Archiv für den Monat: Februar 2019

Wie die Zeit vergeht

Hallo Ihr Lieben,

ich sitze wie schon so oft mit einer kalten Cola am Pool meines Lieblingshotels, lasse den Blick über den Fluss und die Salinen schweifen und genieße den Fakt, dass es erst kühle 30 Grad sind. Naja, die übrigen 10 Grad kommen im Laufe des Tages schon noch dazu.
Es ist mein letzter Sonntag im Land der Gastfreundschaft. In drei Tagen fliege ich

Wie bin ich denn hier gelandet?
Ich weiß noch genau, wie ich am 14. September das erste Mal durch Dakars Straßen gelaufen bin, reizüberflutet bis zum geht-nicht-mehr war und die nächsten Monate vor mir lagen wie eine riesige unbemalte Leinwand. Auf dieser Leinwand sind buchstäblich Staub, Schweiß und Tränen gelandet, aber auch unzählige Erlebnisse und Erinnerungen.

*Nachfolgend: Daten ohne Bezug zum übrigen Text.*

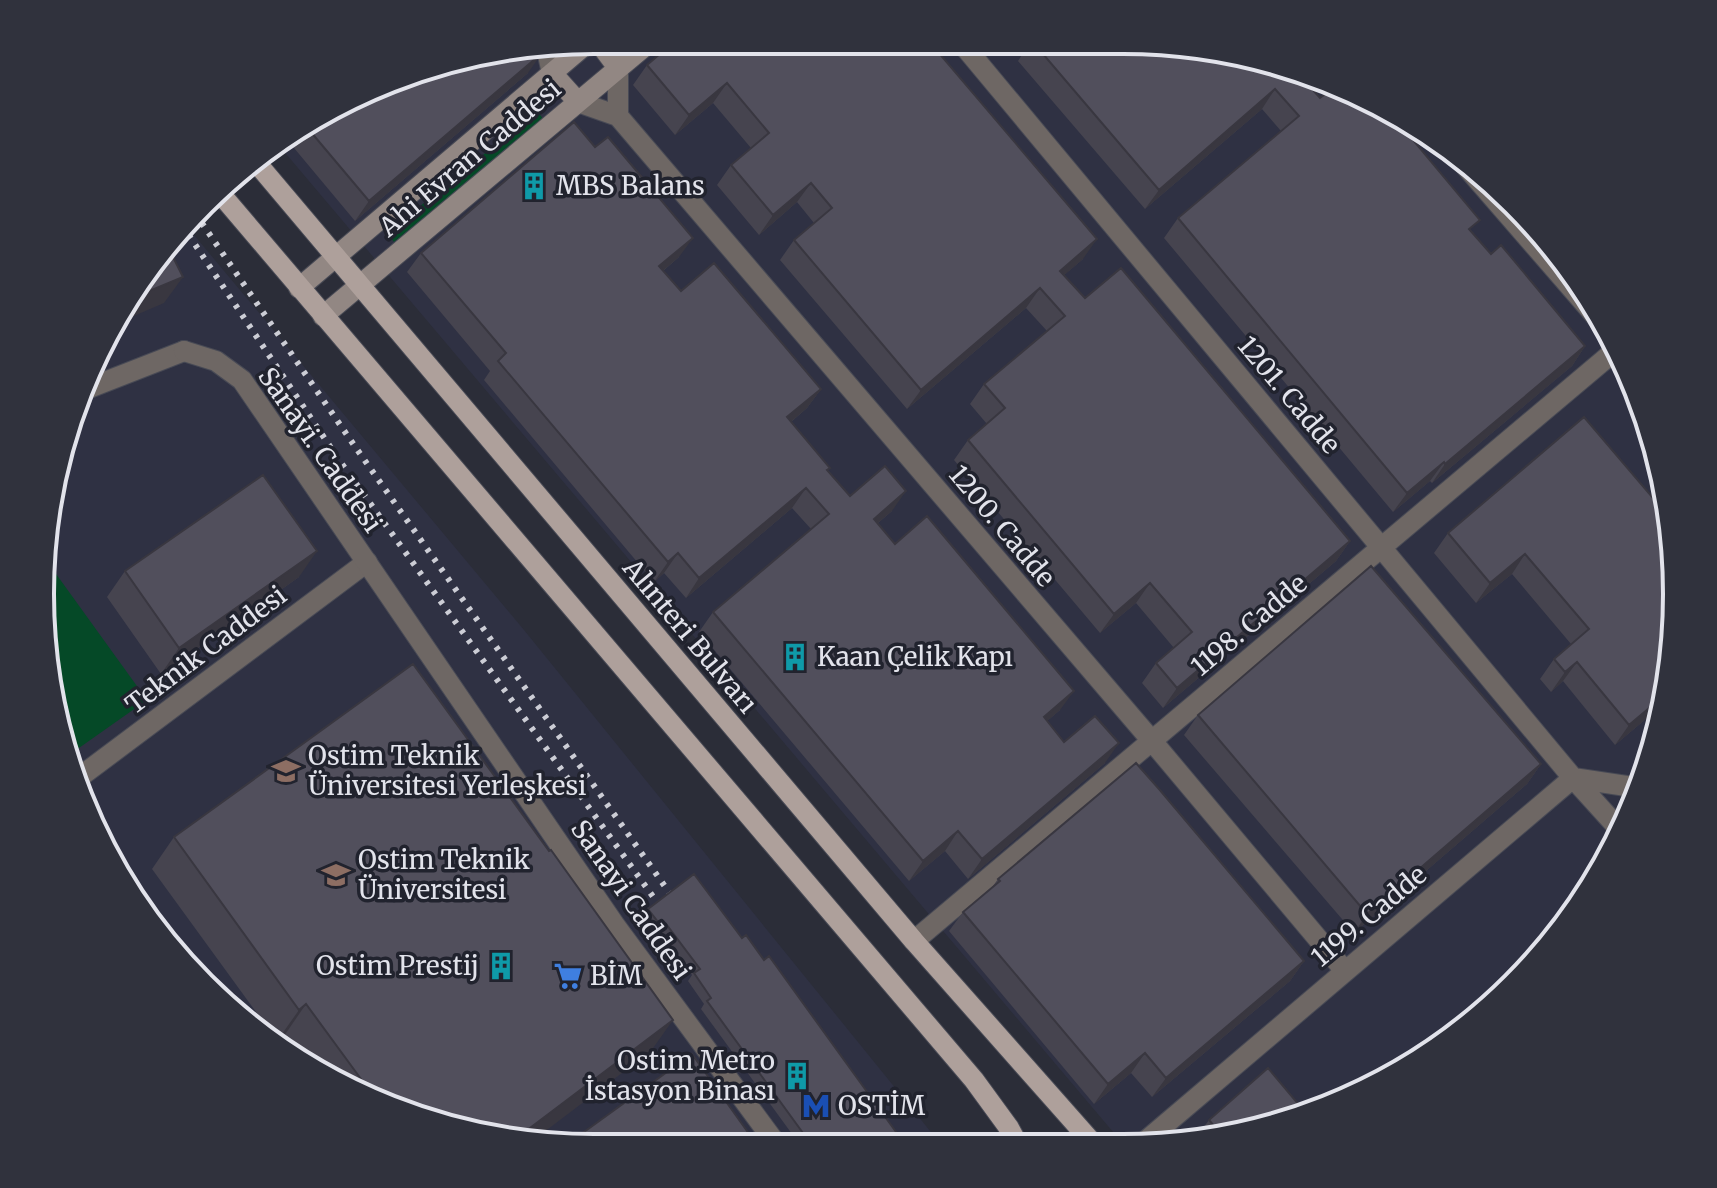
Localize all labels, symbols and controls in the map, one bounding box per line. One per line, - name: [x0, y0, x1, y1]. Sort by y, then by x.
- street label: Ahi Evran Caddesi: [371, 72, 567, 244]
- place label: MBS Balans: [556, 169, 705, 202]
- building icon: MBS Balans: [519, 171, 549, 201]
- street label: 1201. Cadde: [1231, 329, 1348, 460]
- street label: Sanayi. Caddesi: [251, 361, 390, 539]
- street label: 1200. Cadde: [942, 458, 1063, 593]
- street label: Alınteri Bulvarı: [616, 551, 765, 720]
- street label: 1198. Cadde: [1184, 567, 1313, 683]
- street label: Teknik Caddesi: [119, 578, 293, 721]
- place label: Kaan Çelik Kapı: [817, 640, 1013, 673]
- building icon: Kaan Çelik Kapı: [780, 642, 810, 672]
- place label: Ostim Teknik Üniversitesi Yerleşkesi: [308, 739, 587, 802]
- school or university icon: Ostim Teknik Üniversitesi Yerleşkesi: [271, 756, 301, 786]
- street label: Sanayi Caddesi: [564, 813, 699, 986]
- place label: Ostim Teknik Üniversitesi: [358, 843, 530, 906]
- street label: 1199. Cadde: [1304, 858, 1433, 973]
- school or university icon: Ostim Teknik Üniversitesi: [321, 860, 351, 890]
- place label: Ostim Prestij: [316, 949, 479, 982]
- building icon: Ostim Prestij: [486, 951, 516, 981]
- place label: BİM: [590, 959, 643, 992]
- supermarket icon: BİM: [553, 961, 583, 991]
- place label: Ostim Metro İstasyon Binası: [585, 1044, 775, 1107]
- building icon: Ostim Metro İstasyon Binası: [782, 1061, 812, 1091]
- place label: OSTİM: [838, 1089, 925, 1122]
- metro station icon: OSTİM: [801, 1091, 831, 1121]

Die letzten zwei Monate seit meinem letzten Blogeintrag (…) waren nochmal ordentlich gefülllt. Weil Listen so schön einfach sind, hier eine Liste (danke wie immer für die Fotos, Clärchen):

 

Dakarbesuch

Meine liebe Freundin Hannah aus Wien hatte einen Landeskundeworkshop im Goethe-Institut organisiert, bei dem ich den Musikteil übernahm. Neben Mozart und Nena, erscholl auch schweizerisches Alphornblasen durch den Saal.
Den Rest des langen Wochenendes verbrachten wir vor allem mit essen, außerdem war ich endlich im Musée de la Femme (sehr gut!) und wir entdeckten einen neuen kleinen Strand. Von da spazierten wir über das Cap Manuel, den südlichsten Punkt der Stadt. Aus Versehen landeten wir im Militärgebiet, aber das war auch kein Problem und die spektakuläre Natur berechtigte sowieso jedes Abenteuer.

Plage Anse Bernard

Hübsches Militärgebiet

Landeskundeworkshop im Goethe

Musée de la Femme

„Comment est-ce que tu étais habillée?“

 

Toubacouta

Für einen Kurztrip bin ich nach Toubacouta gefahren. Dieser Ort liegt im Sine-Saloum-Delta. Vom Steg meines Hotels sind die Flussarme und Mangroven nicht nur wunderschön anzusehen, sondern geben auch Ruhe und eine fantastisch saubere Luft. Eine Kollegin Djibis, die in Toubacouta Deutschlehrerin ist, lud mich mehrmals zum Essen ein (Teranga!) und organisierte eine Bootsfahrt, die echt fantastisch war. Ansonsten sind Cocktails in der Hängematte ja nie eine schlechte Idee.

Mangroven

Baobabs auf der Muschelinsel

Désert de Loumpoul

Nach 11 Stunden und 6 Fahrzeugen (Moto – Bus – Taxi – Septplace – Taxi – Geländewagen) war ich endlich mit Clara und Franzi an dem wohl touristischsten Ort bis jetzt angekommen: In einem ziemlich luxuriösen Wüstencamp in Loumpoul. Wüste ist sehr untypisch im Senegal, aber aus irgendeinem Grund gibt es in der Nähe von Saint-Louis ein paar Hektar davon.
Genauso wie die ganzen französischen RentnerInnen fanden wir die weite Sandlandschaft auch wirklich beeindruckend. Den Nachmittag verbrachten wir mit Rumrennen und –rollen im Sand, abends gab es nach leckerem Essen im Gemeinschaftszelt dann Musik und Tanz am Lagerfeuer. In unseren mauretanischen (?) Zelten wurde es nachts sehr kalt, aber wir waren gut mit Decken ausgestattet und am nächsten Tag fit für unsere geleitete Wüstenwanderung. Sehr, sehr cool!
Danach kamen Franzi und ich noch zwei Tage in Johannas WG unter, in denen Erstere endlich mal auf den HLM-Stoffmarkt kam. Für das neueröffnete Musée de la Civilisation Noire hatten wir leider viel zu wenig Zeit, in dieses fantastische Museum muss ich unbedingt nochmal zurück.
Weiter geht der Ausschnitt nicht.